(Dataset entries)
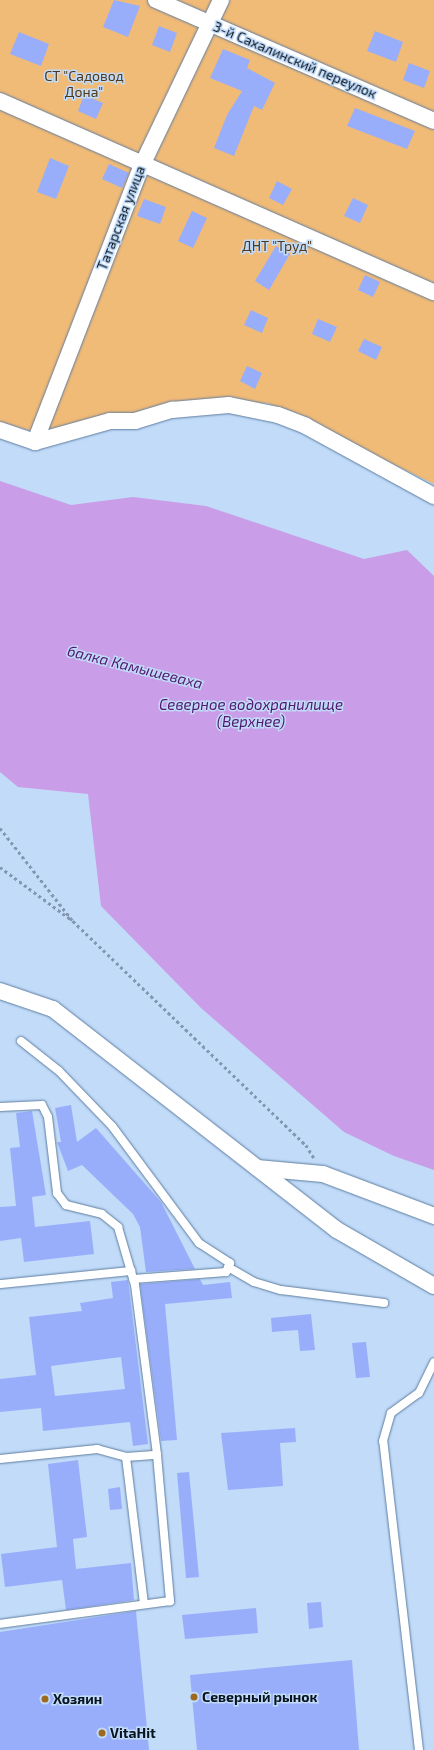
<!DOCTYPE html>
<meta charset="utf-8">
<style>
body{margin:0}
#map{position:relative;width:434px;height:1750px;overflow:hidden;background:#c1dbf9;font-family:"Exo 2",sans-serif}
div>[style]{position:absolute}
.green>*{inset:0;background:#f0ba77}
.water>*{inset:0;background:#c99de7}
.building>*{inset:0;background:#99aefb}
.path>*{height:2.5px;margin-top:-1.25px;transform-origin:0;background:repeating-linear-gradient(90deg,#8398b0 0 3px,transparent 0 6px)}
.roads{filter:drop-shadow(0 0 1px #5f7d9f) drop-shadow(0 0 1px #5f7d9f)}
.lane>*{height:8px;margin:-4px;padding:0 4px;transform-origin:4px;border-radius:4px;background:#fff}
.street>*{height:16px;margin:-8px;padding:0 8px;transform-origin:8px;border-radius:8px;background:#fff}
.dots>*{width:11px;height:11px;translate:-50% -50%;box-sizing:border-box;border:2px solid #c1dbf9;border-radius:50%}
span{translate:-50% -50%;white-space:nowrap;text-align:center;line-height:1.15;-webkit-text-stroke:3px #c1dbf9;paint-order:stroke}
.street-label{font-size:14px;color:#07131f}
.park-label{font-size:14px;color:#503818}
.poi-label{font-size:14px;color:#07131f;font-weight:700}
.left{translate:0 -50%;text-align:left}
.water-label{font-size:15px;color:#51186e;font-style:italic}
</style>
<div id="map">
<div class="green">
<div style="clip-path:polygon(0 0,434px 0,434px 484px,267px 403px,38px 433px,0 422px)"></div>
</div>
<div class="water">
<div style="clip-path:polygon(0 481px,71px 505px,133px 497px,206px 506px,364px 559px,407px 550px,434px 576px,434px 1170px,394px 1156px,344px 1132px,201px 1008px,101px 906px,88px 794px,18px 787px,0 772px)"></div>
</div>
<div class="building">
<div style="clip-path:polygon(114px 0,140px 6px,128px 37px,103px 27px)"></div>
<div style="clip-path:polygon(159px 26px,177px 33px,170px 52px,152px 45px)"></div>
<div style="clip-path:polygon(375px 31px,403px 42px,396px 62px,367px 51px)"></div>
<div style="clip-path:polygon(19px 32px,49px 44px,41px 66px,10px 54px)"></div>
<div style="clip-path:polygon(223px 49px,250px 60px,247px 68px,275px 83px,262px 110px,254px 106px,234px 156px,214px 148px,227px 115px,242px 91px,210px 78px)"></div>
<div style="clip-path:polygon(409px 63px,430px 71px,424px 88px,403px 80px)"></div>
<div style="clip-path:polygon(84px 95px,103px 103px,96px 119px,78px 111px)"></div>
<div style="clip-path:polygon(355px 108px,415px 131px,407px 149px,347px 126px)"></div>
<div style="clip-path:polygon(50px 158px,69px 166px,56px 199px,37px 192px)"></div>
<div style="clip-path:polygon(109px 164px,129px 173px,122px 188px,102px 179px)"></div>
<div style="clip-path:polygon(277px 181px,292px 189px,283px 205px,269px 198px)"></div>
<div style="clip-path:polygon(353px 198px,368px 205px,360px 223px,344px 216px)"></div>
<div style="clip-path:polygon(144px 199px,166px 207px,160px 224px,137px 216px)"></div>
<div style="clip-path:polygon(192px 211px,207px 218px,193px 248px,178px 241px)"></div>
<div style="clip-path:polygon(276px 246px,290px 254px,269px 290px,255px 281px)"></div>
<div style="clip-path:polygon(365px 275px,380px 282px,373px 297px,358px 290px)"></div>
<div style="clip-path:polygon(251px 310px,268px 318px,262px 333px,244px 325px)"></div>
<div style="clip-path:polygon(318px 319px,337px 327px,330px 342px,312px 334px)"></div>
<div style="clip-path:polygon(364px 339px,382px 347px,376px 360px,358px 351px)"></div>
<div style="clip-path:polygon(247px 366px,262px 373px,255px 389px,240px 381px)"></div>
<div style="clip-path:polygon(71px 1105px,77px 1142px,96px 1128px,161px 1202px,195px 1269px,146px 1272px,140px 1227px,133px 1214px,82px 1165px,68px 1171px,57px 1142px,61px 1142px,55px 1108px)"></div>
<div style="clip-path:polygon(32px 1111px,46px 1195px,32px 1197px,35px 1227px,90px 1221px,94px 1254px,24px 1262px,21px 1238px,0 1241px,0 1207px,16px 1206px,10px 1148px,20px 1147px,16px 1113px)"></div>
<div style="clip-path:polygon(200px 1279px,203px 1285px,230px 1282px,232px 1298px,165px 1304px,177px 1440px,161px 1441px,140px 1284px)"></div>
<div style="clip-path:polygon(evenodd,128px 1280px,148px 1444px,133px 1446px,130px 1422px,43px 1431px,41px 1408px,0 1412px,0 1379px,36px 1375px,29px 1317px,82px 1311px,80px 1303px,113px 1298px,111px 1282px,128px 1280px,121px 1357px,125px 1389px,55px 1396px,51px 1366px,121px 1357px)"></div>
<div style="clip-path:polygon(311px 1314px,315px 1350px,300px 1351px,298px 1330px,272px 1332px,271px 1318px)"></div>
<div style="clip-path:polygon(366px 1342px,370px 1377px,356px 1378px,352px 1343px)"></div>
<div style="clip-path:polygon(295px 1428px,296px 1442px,280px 1443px,283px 1486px,228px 1490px,221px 1433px)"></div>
<div style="clip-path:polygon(78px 1460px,87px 1537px,73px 1539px,76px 1569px,131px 1563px,134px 1600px,66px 1610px,62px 1580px,5px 1587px,1px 1554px,57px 1547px,48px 1464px)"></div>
<div style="clip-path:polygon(189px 1472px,199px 1577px,186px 1578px,177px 1473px)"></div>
<div style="clip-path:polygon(120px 1487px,122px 1509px,110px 1510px,108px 1489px)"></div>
<div style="clip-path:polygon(321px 1602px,323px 1627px,309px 1629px,307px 1603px)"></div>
<div style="clip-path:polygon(256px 1608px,258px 1633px,185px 1639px,182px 1615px)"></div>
<div style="clip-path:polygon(136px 1611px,149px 1750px,0 1750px,0 1632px)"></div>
<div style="clip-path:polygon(352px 1660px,359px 1750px,197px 1750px,190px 1675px)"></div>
</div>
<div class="path">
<div style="left:0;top:828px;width:118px;rotate:51.9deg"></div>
<div style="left:73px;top:921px;width:323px;rotate:43.9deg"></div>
<div style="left:306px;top:1145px;width:15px;rotate:58deg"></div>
<div style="left:0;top:867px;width:91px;rotate:36.5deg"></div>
</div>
<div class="roads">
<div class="lane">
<div style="left:21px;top:1041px;width:48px;rotate:38.3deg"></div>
<div style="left:59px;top:1071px;width:76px;rotate:46.1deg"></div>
<div style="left:112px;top:1126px;width:146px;rotate:53.4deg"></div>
<div style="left:199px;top:1243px;width:37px;rotate:33deg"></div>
<div style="left:230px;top:1263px;width:10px;rotate:114deg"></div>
<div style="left:226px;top:1272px;width:93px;rotate:175.7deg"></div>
<div style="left:0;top:1107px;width:42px;rotate:-2.7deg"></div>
<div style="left:42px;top:1105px;width:13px;rotate:63deg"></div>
<div style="left:48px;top:1117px;width:77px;rotate:83.2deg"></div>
<div style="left:57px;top:1193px;width:15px;rotate:53deg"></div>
<div style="left:66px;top:1205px;width:37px;rotate:14deg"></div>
<div style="left:102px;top:1214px;width:21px;rotate:39deg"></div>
<div style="left:118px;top:1227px;width:60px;rotate:73.7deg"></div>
<div style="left:135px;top:1285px;width:171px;rotate:82.6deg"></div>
<div style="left:157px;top:1455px;width:147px;rotate:84.9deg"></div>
<div style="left:170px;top:1601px;width:172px;rotate:172.3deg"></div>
<div style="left:228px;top:1267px;width:30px;rotate:30deg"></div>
<div style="left:254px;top:1282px;width:28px;rotate:17deg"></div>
<div style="left:281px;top:1290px;width:104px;rotate:7.2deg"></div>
<div style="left:0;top:1284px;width:132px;rotate:-5.7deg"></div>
<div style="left:126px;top:1457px;width:148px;rotate:83deg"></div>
<div style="left:0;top:1459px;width:98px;rotate:-5.9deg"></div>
<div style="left:97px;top:1449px;width:30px;rotate:15deg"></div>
<div style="left:126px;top:1457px;width:31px;rotate:-4deg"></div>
<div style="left:419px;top:1750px;width:311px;rotate:-96.6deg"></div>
<div style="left:383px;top:1441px;width:29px;rotate:-74deg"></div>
<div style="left:391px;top:1413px;width:34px;rotate:-36deg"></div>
<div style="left:419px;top:1393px;width:34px;rotate:-64deg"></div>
</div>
<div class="street">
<div style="left:156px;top:0;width:303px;rotate:23.5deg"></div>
<div style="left:0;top:101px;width:474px;rotate:23.8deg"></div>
<div style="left:0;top:430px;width:37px;rotate:19deg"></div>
<div style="left:35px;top:442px;width:78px;rotate:-15.6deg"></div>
<div style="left:110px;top:421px;width:25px"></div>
<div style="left:135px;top:421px;width:39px;rotate:-17deg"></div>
<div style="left:172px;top:410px;width:57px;rotate:-5deg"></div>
<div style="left:229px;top:405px;width:50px;rotate:11.5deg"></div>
<div style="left:278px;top:415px;width:30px;rotate:21deg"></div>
<div style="left:306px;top:426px;width:146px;rotate:28.7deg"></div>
<div style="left:35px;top:442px;width:297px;rotate:-68.9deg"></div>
<div style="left:142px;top:165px;width:183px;rotate:-64.4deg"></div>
<div style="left:0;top:991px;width:56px;rotate:18.8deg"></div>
<div style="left:53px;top:1009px;width:360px;rotate:37.9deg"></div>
<div style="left:337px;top:1230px;width:112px;rotate:30deg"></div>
<div style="left:257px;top:1168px;width:66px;rotate:5.2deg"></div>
<div style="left:323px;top:1174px;width:119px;rotate:20.7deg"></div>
</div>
</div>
<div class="dots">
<div style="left:194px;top:1697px;background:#9c691f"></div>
<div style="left:45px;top:1699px;background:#9c691f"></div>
<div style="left:102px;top:1733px;background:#9c691f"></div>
</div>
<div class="street-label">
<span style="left:295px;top:60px;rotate:23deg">3-й Сахалинский переулок</span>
<span style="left:121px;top:218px;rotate:-69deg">Татарская улица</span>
</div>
<div class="park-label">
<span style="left:84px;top:84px">СТ "Садовод<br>Дона"</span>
<span style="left:277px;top:246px">ДНТ "Труд"</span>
</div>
<div class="poi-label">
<span class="left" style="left:202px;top:1697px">Северный рынок</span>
<span class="left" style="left:53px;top:1699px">Хозяин</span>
<span class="left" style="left:110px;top:1733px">VitaHit</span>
</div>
<div class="water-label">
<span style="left:135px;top:667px;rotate:14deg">балка Камышеваха</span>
<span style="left:251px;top:713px">Северное водохранилище<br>(Верхнее)</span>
</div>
</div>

> [Assignment]:
In the records above, take every line from the opening one through the line with "0 3px,transparent 0" and repeat it exactly; pictures are not part of the copy.

> [Expected answer]:
<!DOCTYPE html>
<meta charset="utf-8">
<style>
body{margin:0}
#map{position:relative;width:434px;height:1750px;overflow:hidden;background:#c1dbf9;font-family:"Exo 2",sans-serif}
div>[style]{position:absolute}
.green>*{inset:0;background:#f0ba77}
.water>*{inset:0;background:#c99de7}
.building>*{inset:0;background:#99aefb}
.path>*{height:2.5px;margin-top:-1.25px;transform-origin:0;background:repeating-linear-gradient(90deg,#8398b0 0 3px,transparent 0 6px)}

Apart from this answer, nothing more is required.